The validation of the screening results in the pathophysiological context of human tumor cells was conducted by targeted approach with selected top performer substances. The sulforhodamine B (SRB) assay [44] was used to determine cell proliferation of three glioma cell lines and their genetic models on the cytotoxicity of test compounds. This method is based on the property of SRB to bind stoichiometrically to proteins under mild acidic conditions and then to be extracted under basic conditions; thus, the amount of bound dye can be used as a measure of cell mass or to measure cell proliferation. After 24 h cell settlement in standard culture conditions, the growth medium was changed and the cells were treated with different concentrations of Trametinib (10 nM, 50 nM and 250 nM) or Abemaciclib (10 µM, 1 µM and 10 nM) for 6 days. After incubation, cells were fixed with 10% trichloroacetic acid (Carl Roth GmbH, Karlsruhe, Germany) for 1 h at 4 °C. After a wash step with ice water, a solution of 0.4% sulforhodamine B (dissolved in 1% acetic acid, Sigma-Aldrich) was used for staining for 10 min. Before drying, three washing steps with 1% acetic acid (Carl Roth GmbH) were performed. After dissolving in 300 µl of a 20 mM Trizma base solution (Sigma-Aldrich) and shaking for 10 min, the absorbance was measured at 540 nm using a Tecan Spark 10 M Multimode Plate Reader (Tecan Treading AG). The dose-response curve was calculated and plotted using GraphPad PRISM (GraphPad Software, Inc., version 9, 2020).

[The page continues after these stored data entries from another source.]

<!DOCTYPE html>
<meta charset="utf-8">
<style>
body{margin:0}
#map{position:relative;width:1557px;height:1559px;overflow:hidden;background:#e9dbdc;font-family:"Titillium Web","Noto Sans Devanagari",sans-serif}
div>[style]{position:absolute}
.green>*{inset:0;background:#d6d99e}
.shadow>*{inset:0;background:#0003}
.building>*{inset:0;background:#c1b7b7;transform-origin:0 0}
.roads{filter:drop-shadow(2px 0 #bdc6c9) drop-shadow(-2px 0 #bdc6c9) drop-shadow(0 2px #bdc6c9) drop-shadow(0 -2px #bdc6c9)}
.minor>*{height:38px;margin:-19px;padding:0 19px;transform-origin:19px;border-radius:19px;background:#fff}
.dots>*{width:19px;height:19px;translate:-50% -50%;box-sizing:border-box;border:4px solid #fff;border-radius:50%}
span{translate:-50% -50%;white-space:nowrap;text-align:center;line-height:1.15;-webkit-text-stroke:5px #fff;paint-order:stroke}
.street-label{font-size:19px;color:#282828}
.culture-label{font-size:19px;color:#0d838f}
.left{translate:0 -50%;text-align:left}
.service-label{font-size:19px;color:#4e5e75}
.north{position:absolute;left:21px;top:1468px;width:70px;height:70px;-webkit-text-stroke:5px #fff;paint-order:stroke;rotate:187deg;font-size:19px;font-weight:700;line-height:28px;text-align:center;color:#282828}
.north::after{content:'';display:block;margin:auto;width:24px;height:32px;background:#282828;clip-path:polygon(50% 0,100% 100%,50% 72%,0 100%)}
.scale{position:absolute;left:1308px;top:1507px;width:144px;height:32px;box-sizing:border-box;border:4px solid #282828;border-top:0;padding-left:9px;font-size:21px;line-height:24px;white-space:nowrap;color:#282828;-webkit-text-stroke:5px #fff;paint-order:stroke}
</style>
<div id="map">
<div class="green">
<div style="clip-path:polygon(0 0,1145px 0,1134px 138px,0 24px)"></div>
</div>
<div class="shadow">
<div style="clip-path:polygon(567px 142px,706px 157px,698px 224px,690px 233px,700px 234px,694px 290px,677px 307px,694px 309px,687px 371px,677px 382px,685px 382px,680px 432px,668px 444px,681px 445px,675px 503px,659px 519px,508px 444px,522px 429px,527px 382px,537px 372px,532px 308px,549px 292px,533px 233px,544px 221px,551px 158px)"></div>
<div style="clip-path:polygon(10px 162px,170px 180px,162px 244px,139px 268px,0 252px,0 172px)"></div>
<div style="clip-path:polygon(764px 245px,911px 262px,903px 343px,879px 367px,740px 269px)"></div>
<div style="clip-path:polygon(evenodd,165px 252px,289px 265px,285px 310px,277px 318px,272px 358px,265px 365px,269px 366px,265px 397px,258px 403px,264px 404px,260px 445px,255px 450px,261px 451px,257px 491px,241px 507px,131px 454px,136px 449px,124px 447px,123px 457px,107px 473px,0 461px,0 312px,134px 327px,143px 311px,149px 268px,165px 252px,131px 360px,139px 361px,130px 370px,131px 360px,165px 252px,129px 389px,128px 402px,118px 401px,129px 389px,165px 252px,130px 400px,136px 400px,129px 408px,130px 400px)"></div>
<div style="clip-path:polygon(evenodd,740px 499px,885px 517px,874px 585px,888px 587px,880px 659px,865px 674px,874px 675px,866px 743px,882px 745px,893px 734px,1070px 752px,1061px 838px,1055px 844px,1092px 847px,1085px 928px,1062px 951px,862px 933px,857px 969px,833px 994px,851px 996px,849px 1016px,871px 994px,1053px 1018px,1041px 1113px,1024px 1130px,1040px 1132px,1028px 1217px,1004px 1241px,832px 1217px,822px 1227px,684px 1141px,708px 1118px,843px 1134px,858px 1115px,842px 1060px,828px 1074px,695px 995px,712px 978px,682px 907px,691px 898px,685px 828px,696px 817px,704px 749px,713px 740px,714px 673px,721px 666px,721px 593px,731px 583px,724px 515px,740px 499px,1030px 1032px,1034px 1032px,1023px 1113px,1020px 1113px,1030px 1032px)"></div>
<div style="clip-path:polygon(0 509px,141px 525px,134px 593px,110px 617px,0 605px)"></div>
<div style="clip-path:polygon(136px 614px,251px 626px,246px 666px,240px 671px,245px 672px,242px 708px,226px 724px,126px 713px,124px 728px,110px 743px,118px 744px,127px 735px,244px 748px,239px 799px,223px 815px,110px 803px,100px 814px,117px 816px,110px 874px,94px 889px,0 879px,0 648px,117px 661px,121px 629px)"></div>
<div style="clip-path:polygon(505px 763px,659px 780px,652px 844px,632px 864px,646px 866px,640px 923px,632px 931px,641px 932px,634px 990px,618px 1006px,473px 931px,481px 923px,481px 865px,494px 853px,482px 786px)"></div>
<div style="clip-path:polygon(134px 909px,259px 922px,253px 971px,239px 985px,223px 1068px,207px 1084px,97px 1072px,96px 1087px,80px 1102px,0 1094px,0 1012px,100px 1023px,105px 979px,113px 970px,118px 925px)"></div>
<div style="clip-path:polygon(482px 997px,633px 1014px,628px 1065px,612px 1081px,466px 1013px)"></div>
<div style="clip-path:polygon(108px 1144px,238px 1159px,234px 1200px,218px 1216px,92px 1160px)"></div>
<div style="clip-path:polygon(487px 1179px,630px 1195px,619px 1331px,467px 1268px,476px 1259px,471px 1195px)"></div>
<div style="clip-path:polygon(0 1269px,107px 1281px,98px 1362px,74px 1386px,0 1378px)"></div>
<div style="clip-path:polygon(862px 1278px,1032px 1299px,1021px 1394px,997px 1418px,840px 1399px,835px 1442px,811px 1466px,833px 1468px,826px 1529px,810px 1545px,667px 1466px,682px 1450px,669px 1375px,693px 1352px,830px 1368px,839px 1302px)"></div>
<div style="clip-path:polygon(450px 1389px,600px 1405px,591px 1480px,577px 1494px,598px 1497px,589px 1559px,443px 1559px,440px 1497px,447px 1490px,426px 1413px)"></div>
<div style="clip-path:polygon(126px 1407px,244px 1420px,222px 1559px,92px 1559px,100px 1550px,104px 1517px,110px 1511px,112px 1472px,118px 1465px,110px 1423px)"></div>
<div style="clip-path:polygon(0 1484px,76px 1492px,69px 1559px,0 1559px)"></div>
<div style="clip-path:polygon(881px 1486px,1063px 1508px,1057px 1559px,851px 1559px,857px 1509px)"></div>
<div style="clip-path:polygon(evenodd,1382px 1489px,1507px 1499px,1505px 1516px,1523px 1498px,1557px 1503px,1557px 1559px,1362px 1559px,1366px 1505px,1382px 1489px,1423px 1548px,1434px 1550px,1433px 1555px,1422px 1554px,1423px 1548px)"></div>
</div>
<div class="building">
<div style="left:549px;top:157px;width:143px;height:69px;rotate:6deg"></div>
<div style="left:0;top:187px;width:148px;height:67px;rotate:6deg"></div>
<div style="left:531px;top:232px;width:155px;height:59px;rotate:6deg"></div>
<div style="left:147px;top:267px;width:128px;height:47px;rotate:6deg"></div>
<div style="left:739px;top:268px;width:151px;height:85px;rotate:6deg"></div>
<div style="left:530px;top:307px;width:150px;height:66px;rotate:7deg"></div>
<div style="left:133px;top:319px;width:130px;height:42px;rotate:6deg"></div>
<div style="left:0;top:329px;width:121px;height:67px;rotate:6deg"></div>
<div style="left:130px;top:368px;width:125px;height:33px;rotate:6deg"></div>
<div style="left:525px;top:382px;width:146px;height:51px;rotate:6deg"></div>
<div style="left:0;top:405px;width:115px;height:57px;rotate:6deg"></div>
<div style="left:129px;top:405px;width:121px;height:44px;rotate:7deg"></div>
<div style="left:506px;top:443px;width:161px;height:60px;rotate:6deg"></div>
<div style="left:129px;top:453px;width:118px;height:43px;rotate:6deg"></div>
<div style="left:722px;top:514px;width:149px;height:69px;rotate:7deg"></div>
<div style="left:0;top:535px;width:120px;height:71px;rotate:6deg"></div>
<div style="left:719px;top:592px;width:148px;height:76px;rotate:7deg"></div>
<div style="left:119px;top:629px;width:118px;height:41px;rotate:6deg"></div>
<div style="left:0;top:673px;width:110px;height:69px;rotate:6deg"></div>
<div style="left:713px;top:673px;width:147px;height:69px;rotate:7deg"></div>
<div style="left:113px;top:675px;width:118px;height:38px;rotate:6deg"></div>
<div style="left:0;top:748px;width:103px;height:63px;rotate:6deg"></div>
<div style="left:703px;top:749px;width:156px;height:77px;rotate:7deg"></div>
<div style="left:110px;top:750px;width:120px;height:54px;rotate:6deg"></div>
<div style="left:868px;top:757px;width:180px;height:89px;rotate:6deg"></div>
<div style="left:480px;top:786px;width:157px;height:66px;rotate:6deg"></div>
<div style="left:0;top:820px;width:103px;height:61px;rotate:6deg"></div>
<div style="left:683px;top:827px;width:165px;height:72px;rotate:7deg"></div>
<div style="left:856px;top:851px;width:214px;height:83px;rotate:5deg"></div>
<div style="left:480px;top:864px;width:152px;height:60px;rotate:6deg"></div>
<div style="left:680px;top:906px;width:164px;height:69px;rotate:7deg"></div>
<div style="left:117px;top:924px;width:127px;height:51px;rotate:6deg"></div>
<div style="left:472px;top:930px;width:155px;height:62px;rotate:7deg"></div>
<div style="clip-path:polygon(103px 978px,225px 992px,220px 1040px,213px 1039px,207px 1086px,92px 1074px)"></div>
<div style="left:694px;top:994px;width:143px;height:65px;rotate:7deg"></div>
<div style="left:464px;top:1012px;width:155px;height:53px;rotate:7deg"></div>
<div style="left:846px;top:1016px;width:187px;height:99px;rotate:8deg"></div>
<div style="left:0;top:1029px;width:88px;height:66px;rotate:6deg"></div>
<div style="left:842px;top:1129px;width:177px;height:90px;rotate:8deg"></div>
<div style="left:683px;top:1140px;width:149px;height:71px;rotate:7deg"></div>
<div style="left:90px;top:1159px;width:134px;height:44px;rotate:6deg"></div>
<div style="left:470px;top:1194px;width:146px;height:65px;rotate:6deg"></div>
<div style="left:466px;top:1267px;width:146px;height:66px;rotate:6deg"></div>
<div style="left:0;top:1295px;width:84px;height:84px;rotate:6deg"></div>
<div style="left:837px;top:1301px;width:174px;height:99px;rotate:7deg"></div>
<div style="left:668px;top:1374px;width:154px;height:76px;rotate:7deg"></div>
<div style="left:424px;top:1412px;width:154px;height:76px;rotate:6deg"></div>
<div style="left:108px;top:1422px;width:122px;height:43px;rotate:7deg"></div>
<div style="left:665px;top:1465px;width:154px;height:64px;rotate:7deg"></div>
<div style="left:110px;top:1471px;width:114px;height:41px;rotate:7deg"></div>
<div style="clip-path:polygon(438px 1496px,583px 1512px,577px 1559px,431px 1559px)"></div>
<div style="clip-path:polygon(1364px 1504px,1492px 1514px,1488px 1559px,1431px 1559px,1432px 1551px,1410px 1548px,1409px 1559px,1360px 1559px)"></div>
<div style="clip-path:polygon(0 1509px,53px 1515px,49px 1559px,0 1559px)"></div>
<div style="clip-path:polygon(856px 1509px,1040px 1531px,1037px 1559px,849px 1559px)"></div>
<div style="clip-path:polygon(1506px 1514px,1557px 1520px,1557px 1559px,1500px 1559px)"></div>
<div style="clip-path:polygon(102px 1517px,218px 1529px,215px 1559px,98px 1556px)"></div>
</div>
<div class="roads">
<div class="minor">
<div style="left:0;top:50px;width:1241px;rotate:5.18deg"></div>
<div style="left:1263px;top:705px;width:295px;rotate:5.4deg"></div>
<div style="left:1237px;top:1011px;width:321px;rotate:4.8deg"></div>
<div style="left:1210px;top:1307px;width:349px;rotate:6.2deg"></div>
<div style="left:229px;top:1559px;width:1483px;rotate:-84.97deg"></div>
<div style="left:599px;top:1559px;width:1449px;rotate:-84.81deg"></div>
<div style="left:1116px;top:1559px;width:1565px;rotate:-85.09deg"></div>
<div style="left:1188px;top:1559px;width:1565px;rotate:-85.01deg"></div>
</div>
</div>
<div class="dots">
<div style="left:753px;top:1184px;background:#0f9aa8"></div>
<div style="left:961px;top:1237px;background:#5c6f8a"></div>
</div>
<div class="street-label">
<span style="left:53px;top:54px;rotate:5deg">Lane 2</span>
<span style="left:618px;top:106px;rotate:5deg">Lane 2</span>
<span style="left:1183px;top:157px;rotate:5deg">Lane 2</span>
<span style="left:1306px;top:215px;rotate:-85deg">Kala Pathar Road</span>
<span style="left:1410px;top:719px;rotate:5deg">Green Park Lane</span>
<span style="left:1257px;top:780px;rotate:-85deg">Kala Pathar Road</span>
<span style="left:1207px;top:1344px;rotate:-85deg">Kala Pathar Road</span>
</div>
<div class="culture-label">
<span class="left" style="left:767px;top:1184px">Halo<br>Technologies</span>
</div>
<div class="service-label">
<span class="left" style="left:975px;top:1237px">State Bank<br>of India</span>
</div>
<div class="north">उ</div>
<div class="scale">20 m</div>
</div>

Validation of in vitro drug sensitivity with neural stem cells

After reaching the 8th passage, spheroids were cultured until they reached 60% confluency. Subsequently, the 3D spheres were fragmented into very small pieces by performing four successive cuts using a tissue chopper. Five chopped pieces were then seeded into each well of polyHEMA-coated 96-well plates. Following a 24-h settling period, a concentration of 1 µg/mL of Doxycycline was introduced into the wells. At 16 h post-Doxycycline treatment, Trametinib and Abemaciclib drugs were added to the wells at concentrations of 10 nM and 50 nM, while dimethyl sulfoxide (DMSO) served as the vehicle control. Cell viability was assessed at both day 0 and day 6 after drug administration using CellTiter Glo 2.0 reagent. The reagent was added in a 1:1 ratio, followed by a 15-min incubation in the dark, and the resulting luminescence was measured using a microplate reader to determine cell viability.

Statistics

GraphPad PRISM software (GraphPad Software, Inc., version 9, 2020) with its integrated solutions for statistical evaluation was used for testing statistical significance with appropriate tests.